Note that the scale and bias are applied in the opposite order and "inversed" compared to the PyTorch Normalize transform (image * scale + bias). Additionally, we need to rescale the integer pixel values to the range [0, 1] with the scale factor.

classifier_config: Since this is a classifier model, we include the class labels here so that the user of the CoreML model has that data as well.

The converter will translate the PyTorch trace into a Model Intermediate Language representation, optimize it for performance, and finally emit the equivalent CoreML operations.

In [ ]:

import coremltools as ct

# Trace with random data
example_input = torch.rand(1, *input_shape)
traced_model = torch.jit.trace(torch_model, example_input)
cml_model = ct.convert(traced_model,
                       inputs=[ct.ImageType(color_layout='RGB', scale=1.0/255.0/0.226,
                                            bias=(-0.485/0.226, -0.456/0.226, -0.406/0.226),
                                            shape=example_input.shape)],
                       classifier_config=ct.ClassifierConfig(class_labels)
                      )

We can see the metadata describing this model by looking at the string representation:

In [ ]:

cml_model

Finally, we can write the model to disk in the CoreML format.

In [ ]:

cml_model.save('MobileNet_v2_torch.mlmodel')

Using the CoreML Model¶

There are two ways to use the trained CoreML model for inference:

Load the model in Python using coremltools and call the predict() method. This requires macOS as the model is executed by the CoreML framework. The OS will use whatever specialized hardware may be available to accelerate execution.
Load the model in a compiled macOS or iOS app using the CoreML APIs.

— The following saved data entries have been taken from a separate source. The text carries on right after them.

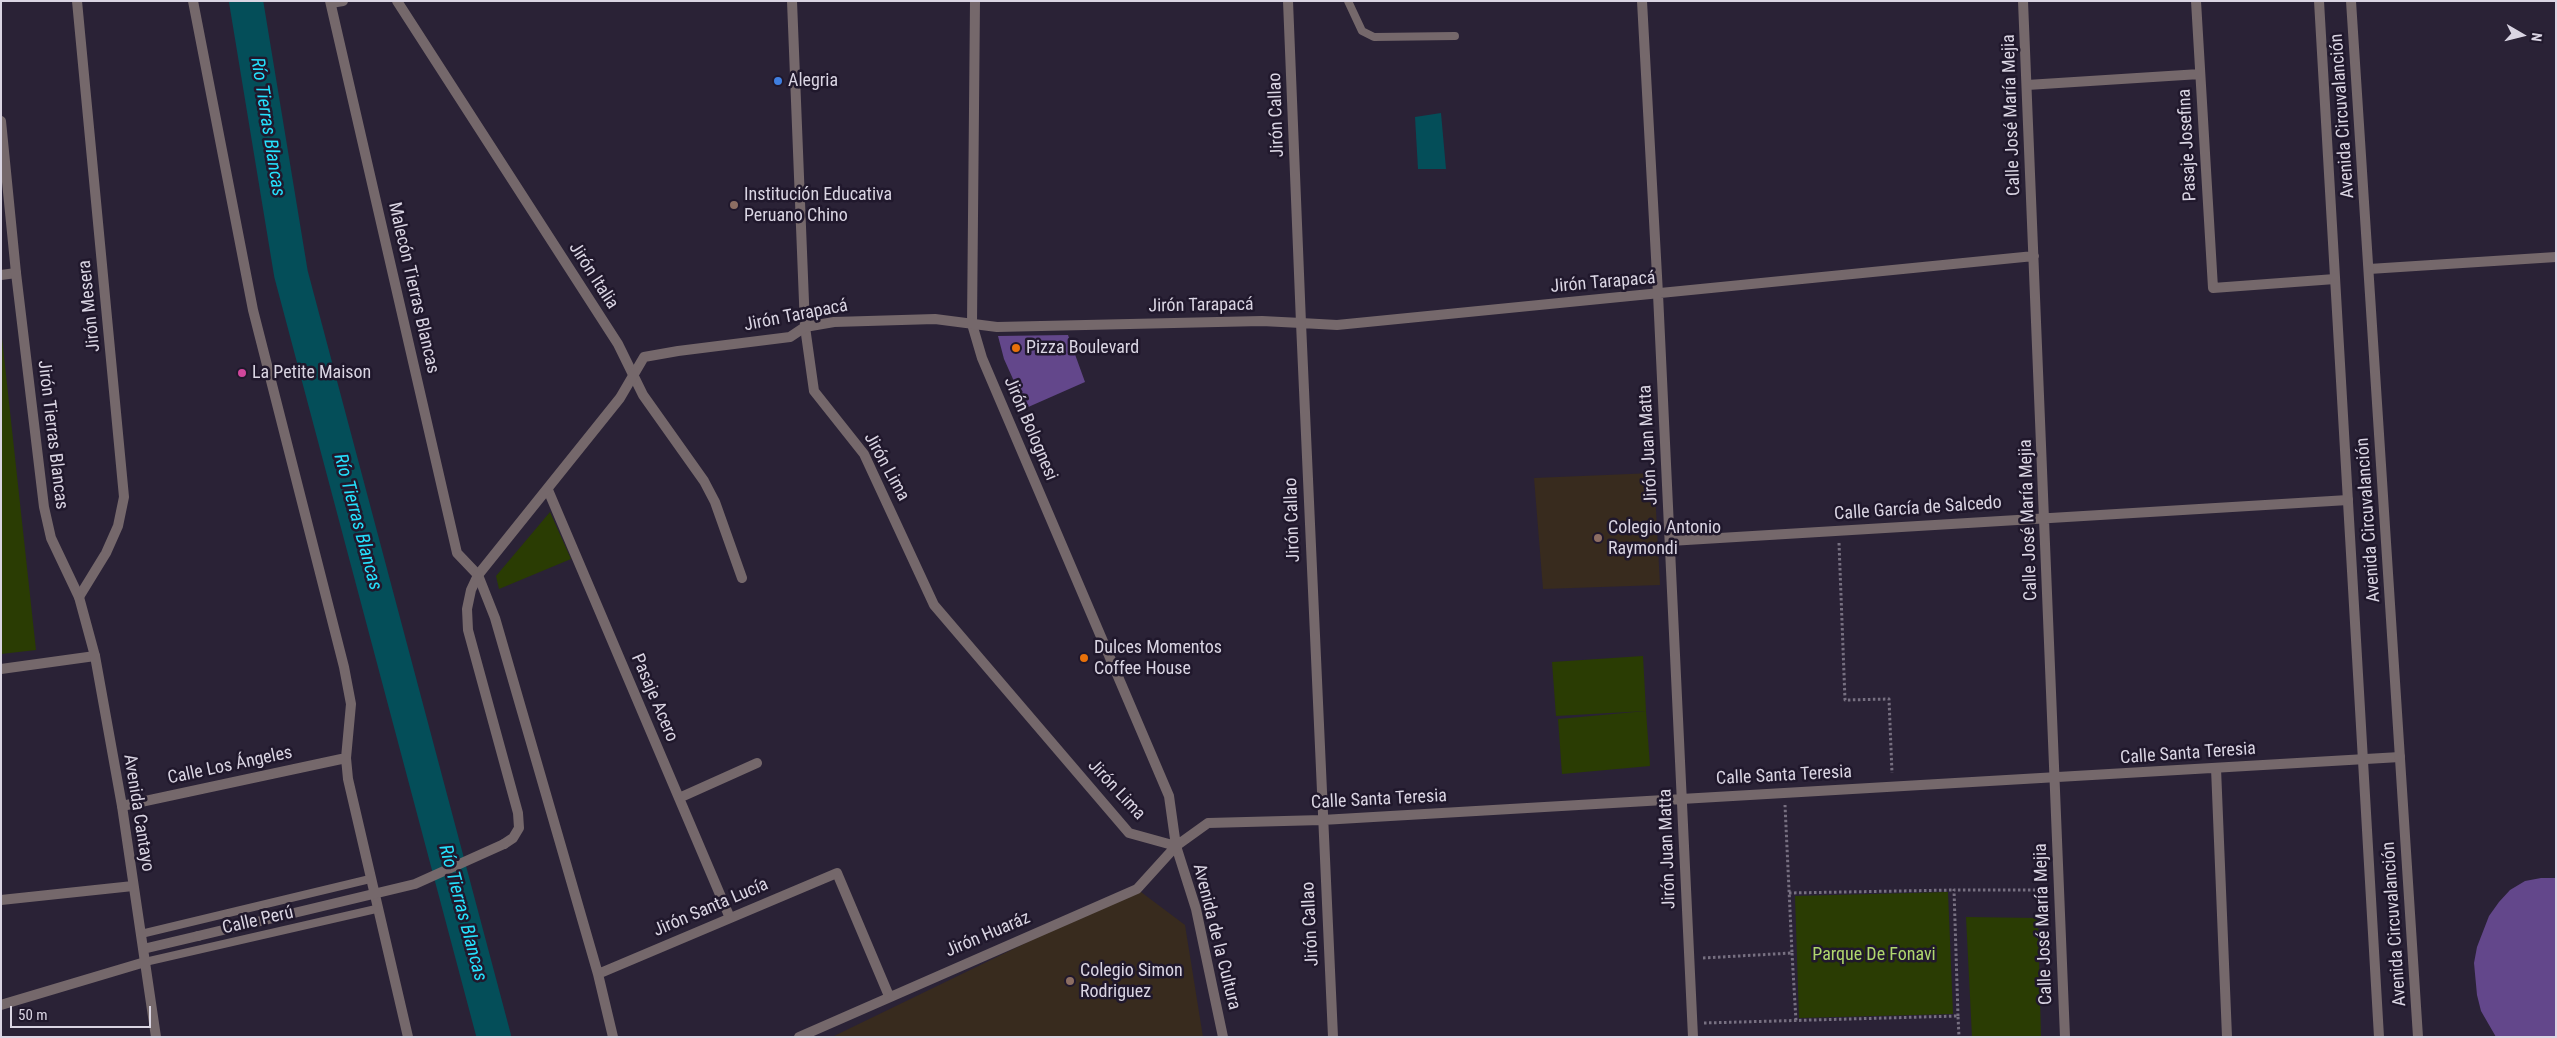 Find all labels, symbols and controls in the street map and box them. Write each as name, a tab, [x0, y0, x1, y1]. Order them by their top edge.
north arrow	[2497, 10, 2547, 60]
text: N	[2528, 32, 2545, 42]
street label: Avenida Circuvalanción	[2326, 33, 2360, 199]
street label: Calle José María Mejia	[1998, 34, 2026, 196]
water label: Río Tierras Blancas	[245, 56, 289, 198]
place label: Alegria	[788, 70, 838, 92]
street label: Jirón Callao	[1265, 72, 1289, 158]
marker: Alegria	[772, 75, 784, 87]
street label: Pasaje Josefina	[2174, 88, 2202, 202]
place label: Institución Educativa Peruano Chino	[744, 184, 892, 226]
marker: Institución Educativa Peruano Chino	[728, 199, 740, 211]
street label: Malecón Tierras Blancas	[383, 200, 443, 376]
street label: Jirón Italia	[563, 239, 623, 313]
street label: Jirón Mesera	[74, 259, 106, 353]
street label: Jirón Tarapacá	[1550, 268, 1656, 298]
street label: Jirón Tarapacá	[1148, 294, 1254, 318]
street label: Jirón Tarapacá	[742, 295, 850, 337]
place label: Pizza Boulevard	[1026, 337, 1139, 359]
marker: Pizza Boulevard	[1010, 342, 1022, 354]
street label: Jirón Tierras Blancas	[32, 359, 72, 511]
place label: La Petite Maison	[252, 362, 371, 384]
marker: La Petite Maison	[236, 367, 248, 379]
street label: Jirón Bolognesi	[998, 374, 1062, 484]
street label: Jirón Juan Matta	[1635, 384, 1663, 506]
street label: Jirón Lima	[858, 429, 914, 505]
street label: Avenida Circuvalanción	[2352, 437, 2386, 603]
street label: Calle José María Mejia	[2015, 439, 2043, 601]
water label: Río Tierras Blancas	[328, 451, 386, 593]
street label: Jirón Callao	[1281, 477, 1305, 563]
street label: Calle García de Salcedo	[1834, 492, 2002, 526]
place label: Colegio Antonio Raymondi	[1608, 517, 1721, 560]
marker: Colegio Antonio Raymondi	[1592, 532, 1604, 544]
place label: Dulces Momentos Coffee House	[1094, 637, 1222, 680]
street label: Pasaje Acero	[626, 651, 682, 745]
marker: Dulces Momentos Coffee House	[1078, 652, 1090, 664]
street label: Calle Santa Teresia	[2119, 738, 2257, 770]
street label: Calle Los Ángeles	[166, 742, 294, 790]
street label: Avenida Cantayo	[118, 753, 158, 873]
street label: Jirón Lima	[1083, 755, 1149, 825]
street label: Calle Santa Teresia	[1715, 762, 1853, 790]
street label: Calle Santa Teresia	[1310, 786, 1448, 814]
street label: Jirón Juan Matta	[1655, 788, 1681, 910]
street label: Avenida Circuvalanción	[2378, 841, 2412, 1007]
water label: Río Tierras Blancas	[433, 842, 491, 984]
street label: Calle José María Mejia	[2030, 843, 2058, 1005]
street label: Avenida de la Cultura	[1187, 862, 1245, 1012]
street label: Jirón Santa Lucía	[650, 874, 772, 942]
street label: Jirón Callao	[1298, 881, 1324, 967]
street label: Calle Perú	[220, 902, 296, 940]
street label: Jirón Huaráz	[942, 907, 1034, 963]
park label: Parque De Fonavi	[1812, 944, 1936, 966]
place label: Colegio Simon Rodriguez	[1080, 960, 1183, 1002]
marker: Colegio Simon Rodriguez	[1064, 975, 1076, 987]
scale bar	[12, 996, 154, 1028]
text: 50 m	[18, 1006, 48, 1024]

If you are running this notebook on a Mac (not available on Binder), you can test the model directly

In [ ]:

import sys
IS_MACOS = sys.platform == 'darwin'

if IS_MACOS:
    loaded_model = ct.models.MLModel('MobileNet_v2_torch.mlmodel')
    prediction = loaded_model.predict({'input.1': img})
    print('top prediction:', prediction['classLabel'])
else:
    prediction = 'Skipping prediction on non-macOS system'

Testing the CoreML Model on iOS¶

If you are running this notebook remotely and browsing on an iOS device, you can download the model you just trained and test it out with the CoreMLCompare app (source code) and your device camera. (Note: the author of CoreMLCompare is not affiliated with coremltools or Apple. It is just a handy app for loading and comparing CoreML image classifiers.)

Steps:

Install CoreMLCompare from the App Store or build it from source and load on your device if you have an Apple developer account.
Download the CoreML model you just trained onto your device from the Jupyter file browser or by tapping this link: MobileNet_v2_torch.mlmodel
Open the "Files" app in iOS, browse to the file you downloaded, and tap on it. Then tap the share icon and select "CoreMLCompare" on the share sheet that appears. This will open the CoreMLCompare app.
The app will pop up a modal asking for the index of the new model. CoreMLCompare can run up to 4 different image classifiers simultaneously, and includes two by default (MobileNet and SqueezeNet). Select index 3 and tap "Import" to put your new model into an empty slot.
After a brief delay, the image classifications at the bottom of the image will start to update live based on what your camera is pointing at.

Note that this model is using ImageNet categories which might not correspond to the types of objects you have nearby. A pen on a white piece of paper provides a good test case. It will likely be classified as "Ballpoint" or "Fountain Pen".

In [ ]: